** EXERCISE DETAILS **
Without any of the pictures, set down the data below exactly.

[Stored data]
⟨
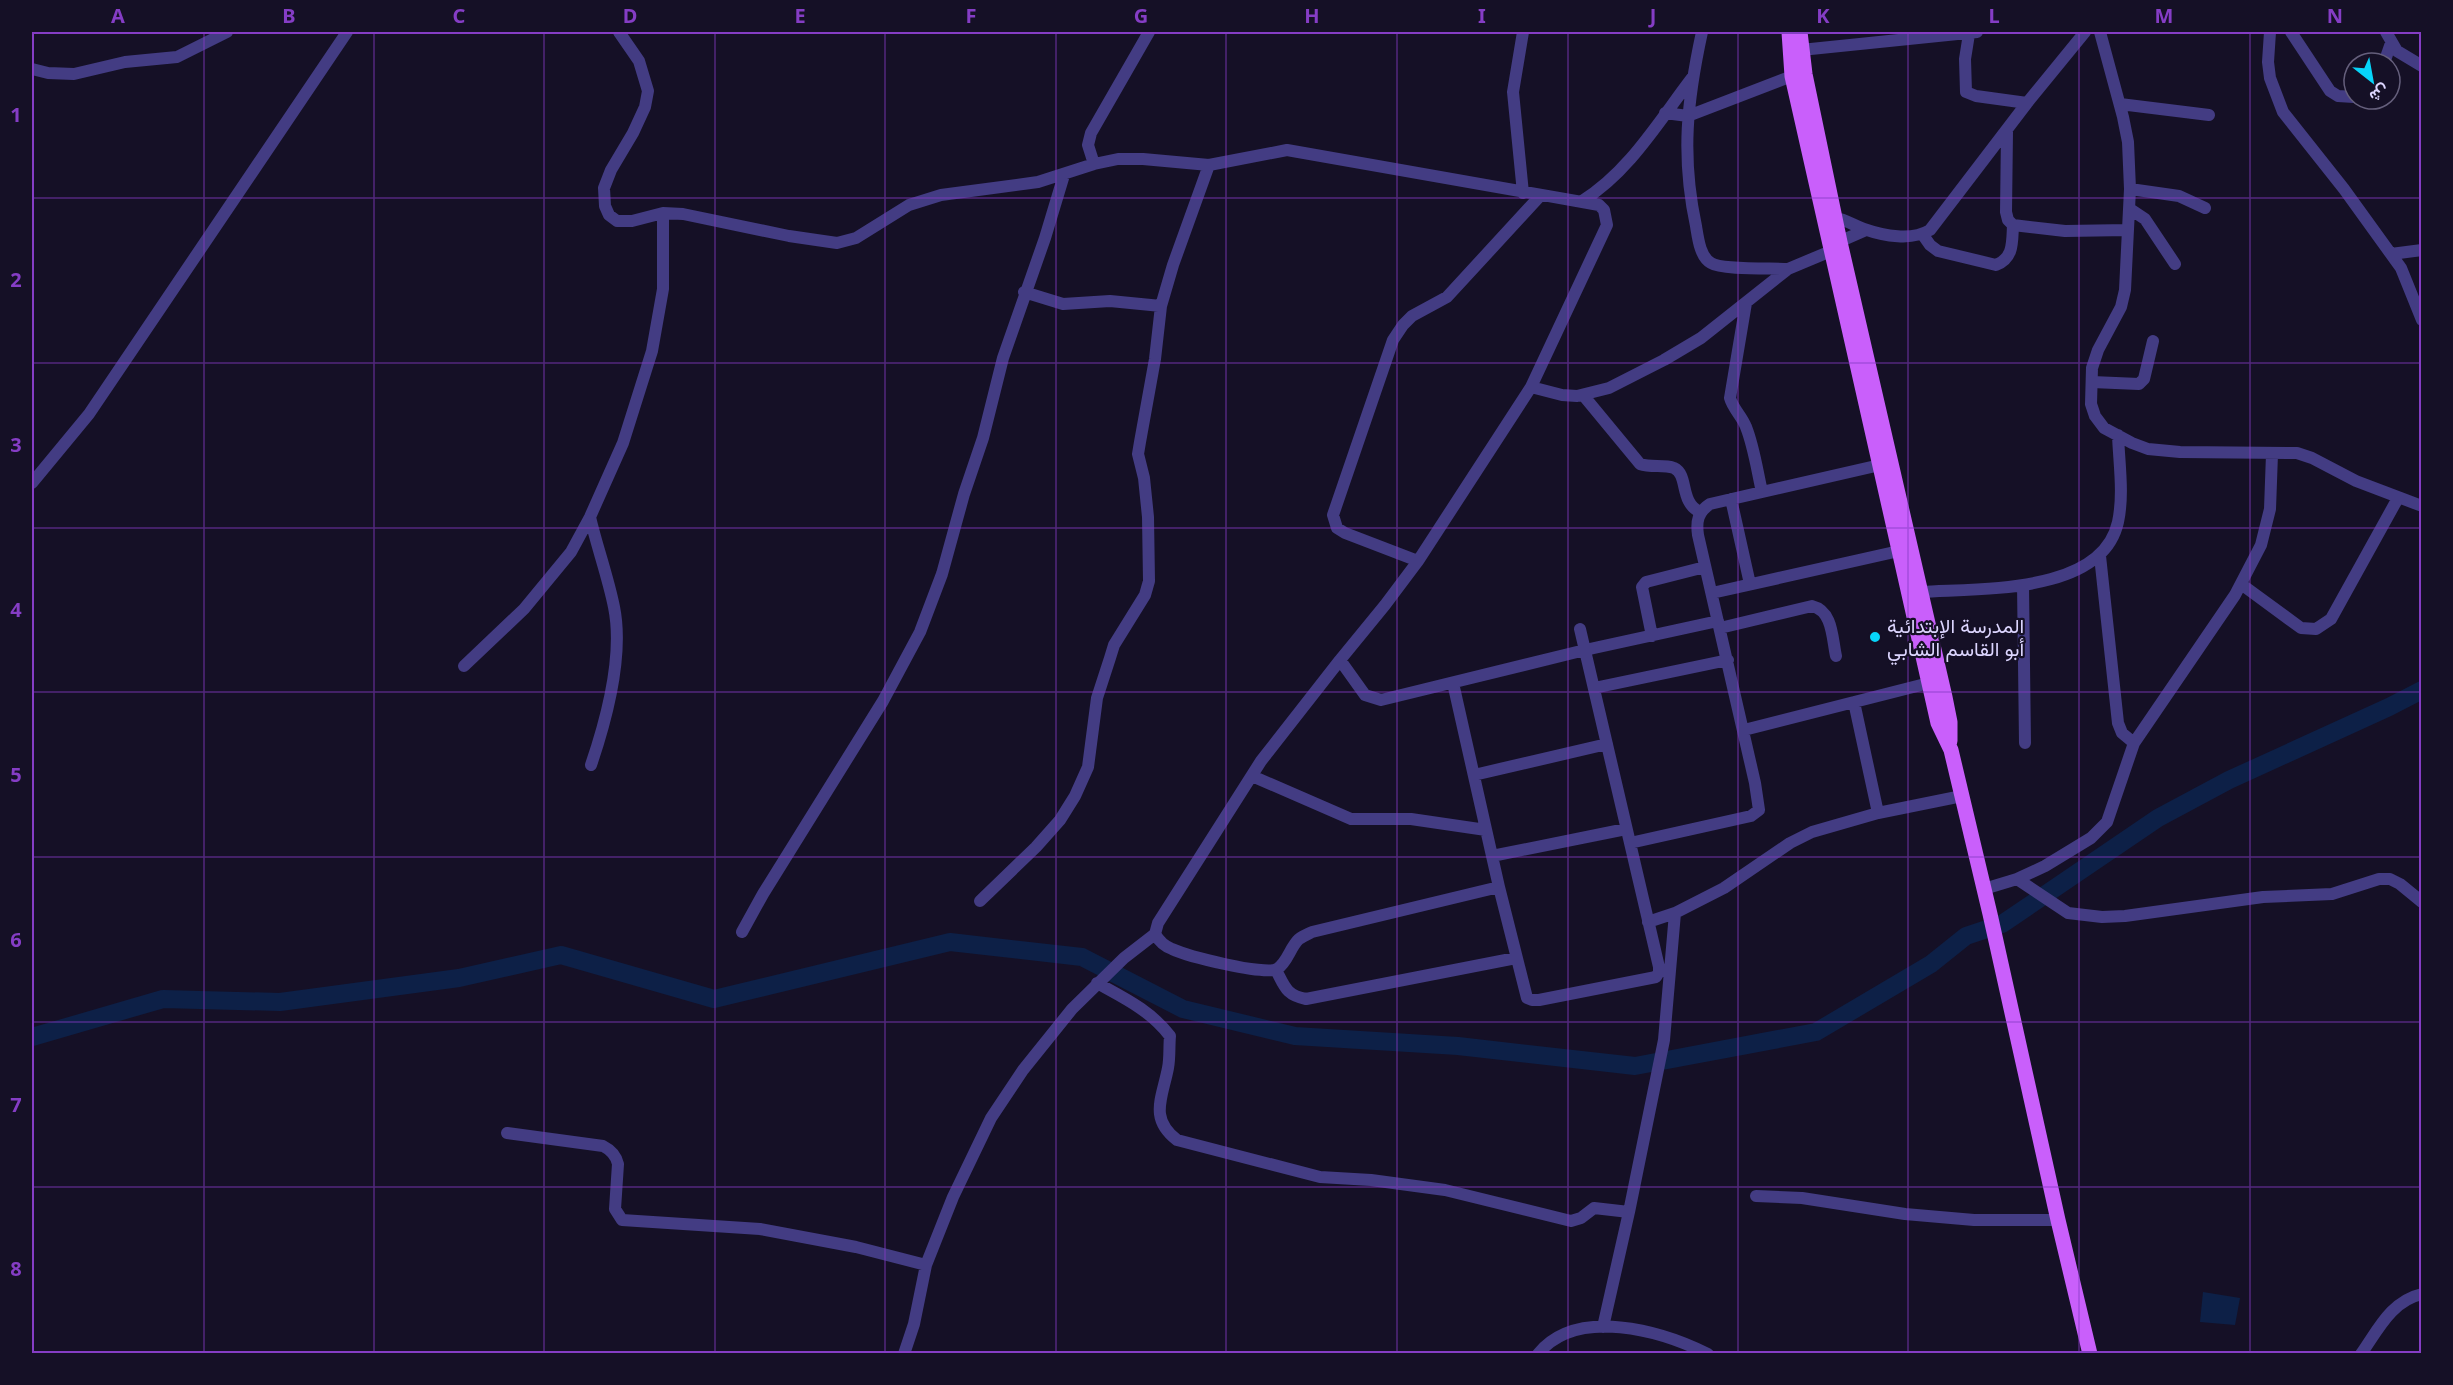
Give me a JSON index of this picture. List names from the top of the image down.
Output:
{
  "places": ["المدرسة الإبتدائية أبو القاسم الشابي"],
  "north": "bottom right",
  "grid": {
    "columns": [
      "A",
      "B",
      "C",
      "D",
      "E",
      "F",
      "G",
      "H",
      "I",
      "J",
      "K",
      "L",
      "M",
      "N"
    ],
    "rows": [
      "1",
      "2",
      "3",
      "4",
      "5",
      "6",
      "7",
      "8"
    ]
  }
}
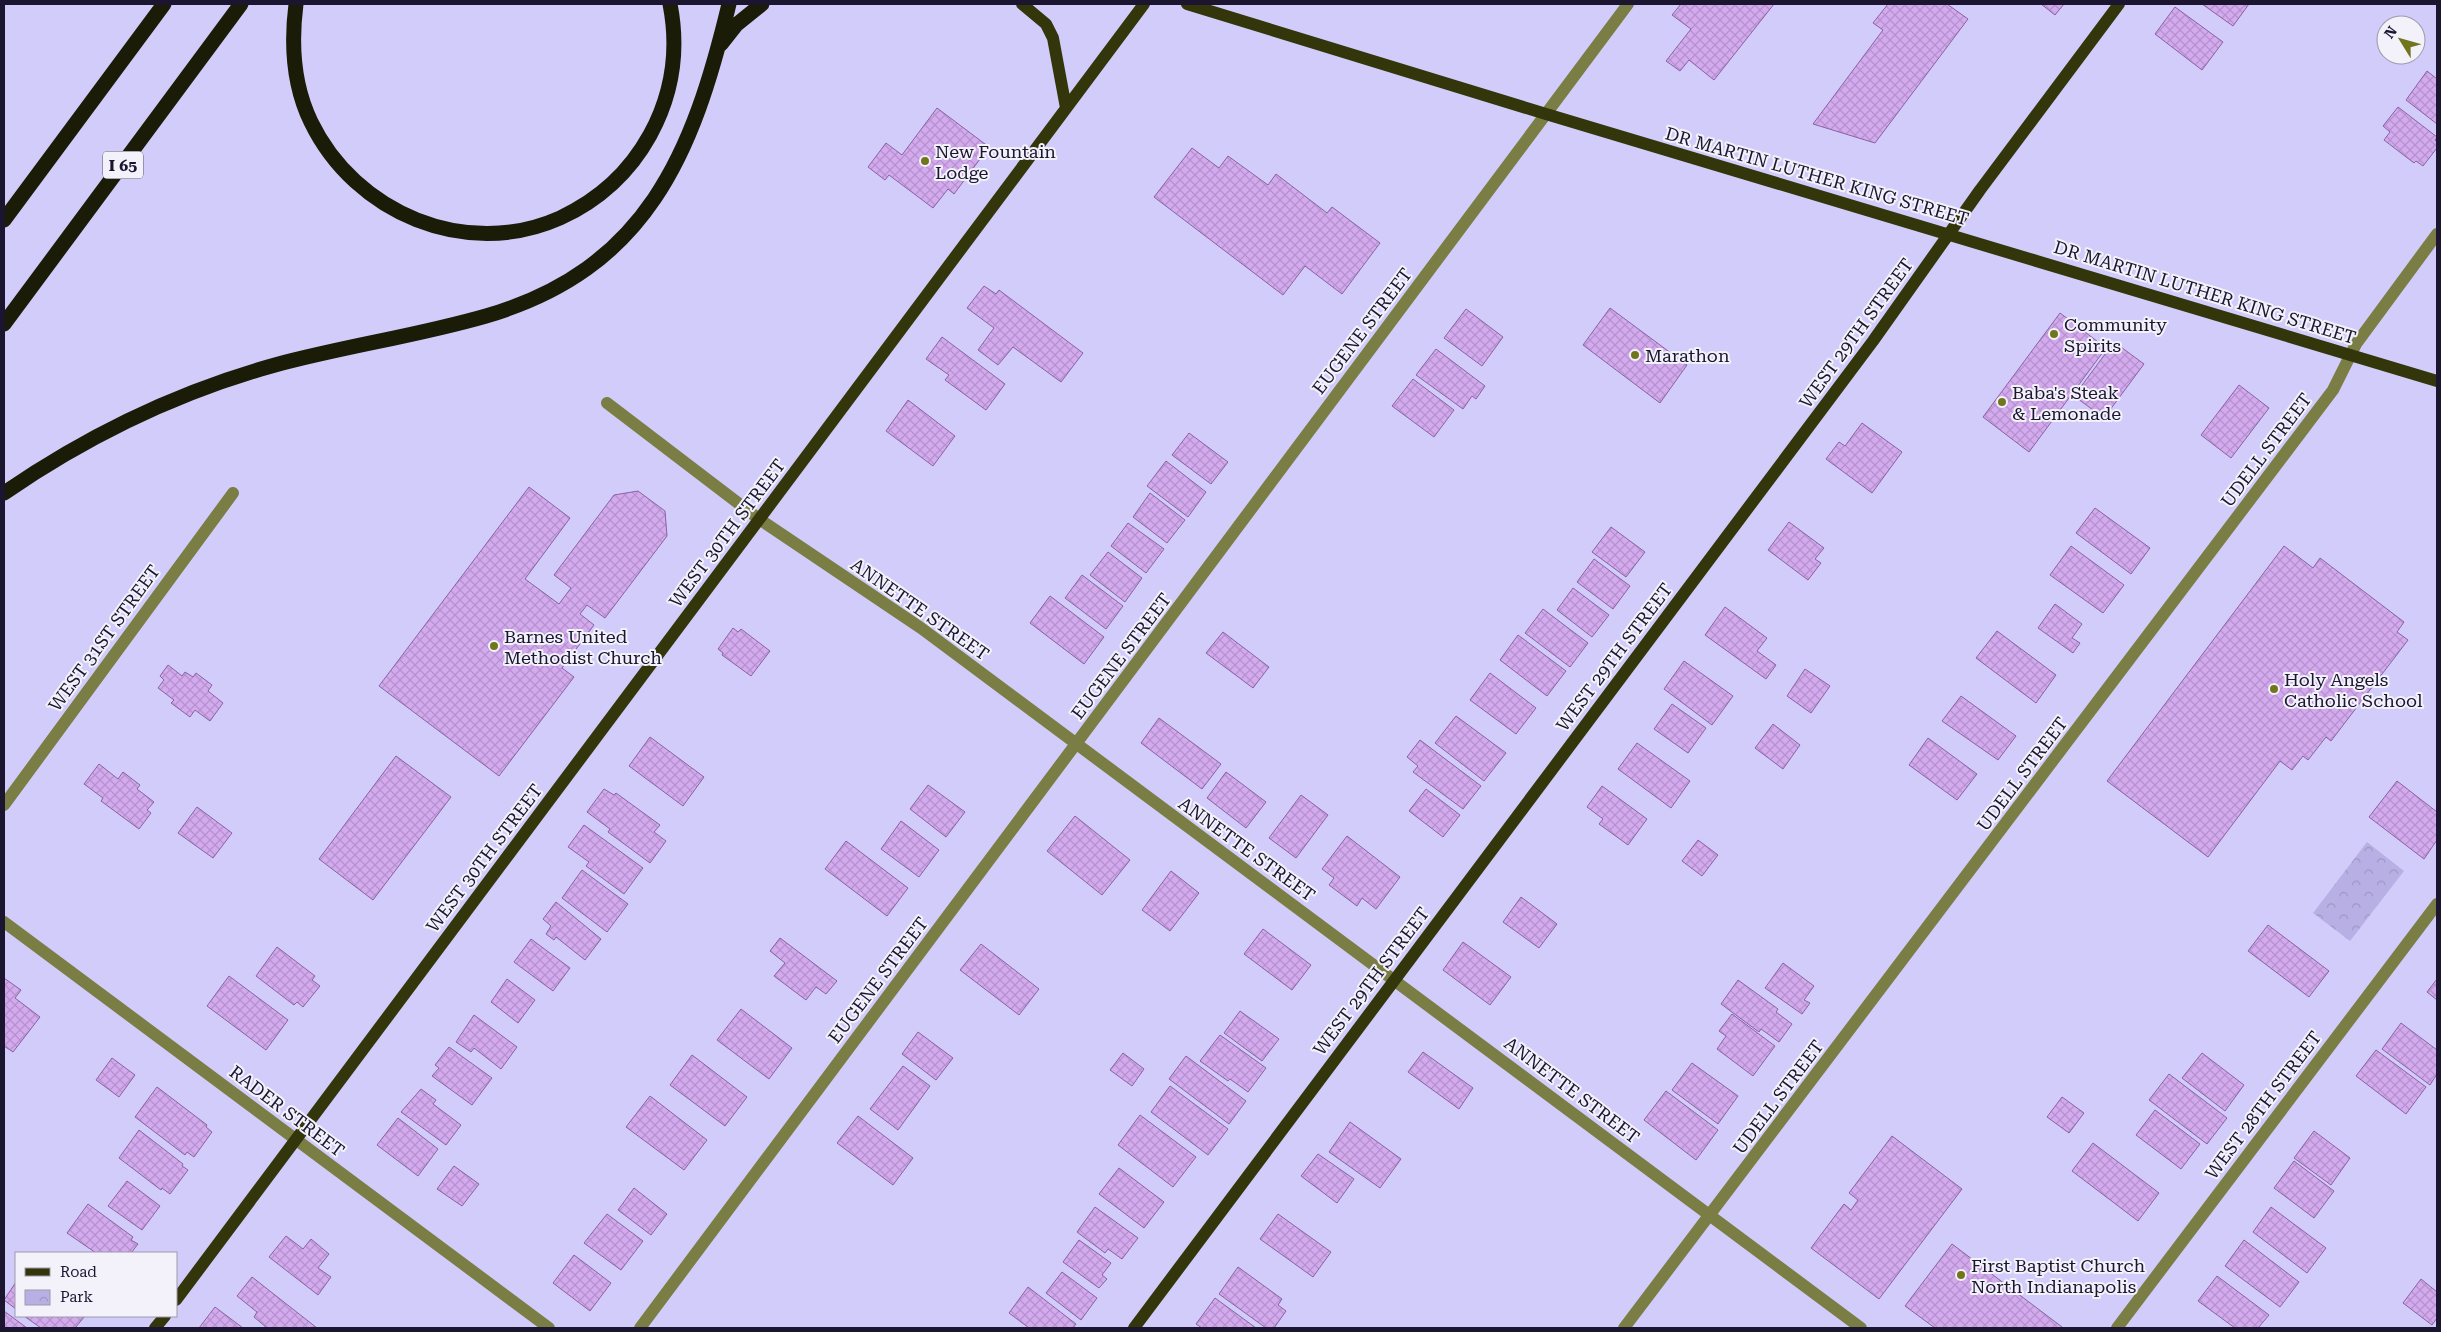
⟩
** EXPECTED ANSWER **
Give me a JSON index of this picture. List names from the top of the image down.
Output:
{
  "places": ["المدرسة الإبتدائية أبو القاسم الشابي"],
  "north": "bottom right",
  "grid": {
    "columns": [
      "A",
      "B",
      "C",
      "D",
      "E",
      "F",
      "G",
      "H",
      "I",
      "J",
      "K",
      "L",
      "M",
      "N"
    ],
    "rows": [
      "1",
      "2",
      "3",
      "4",
      "5",
      "6",
      "7",
      "8"
    ]
  }
}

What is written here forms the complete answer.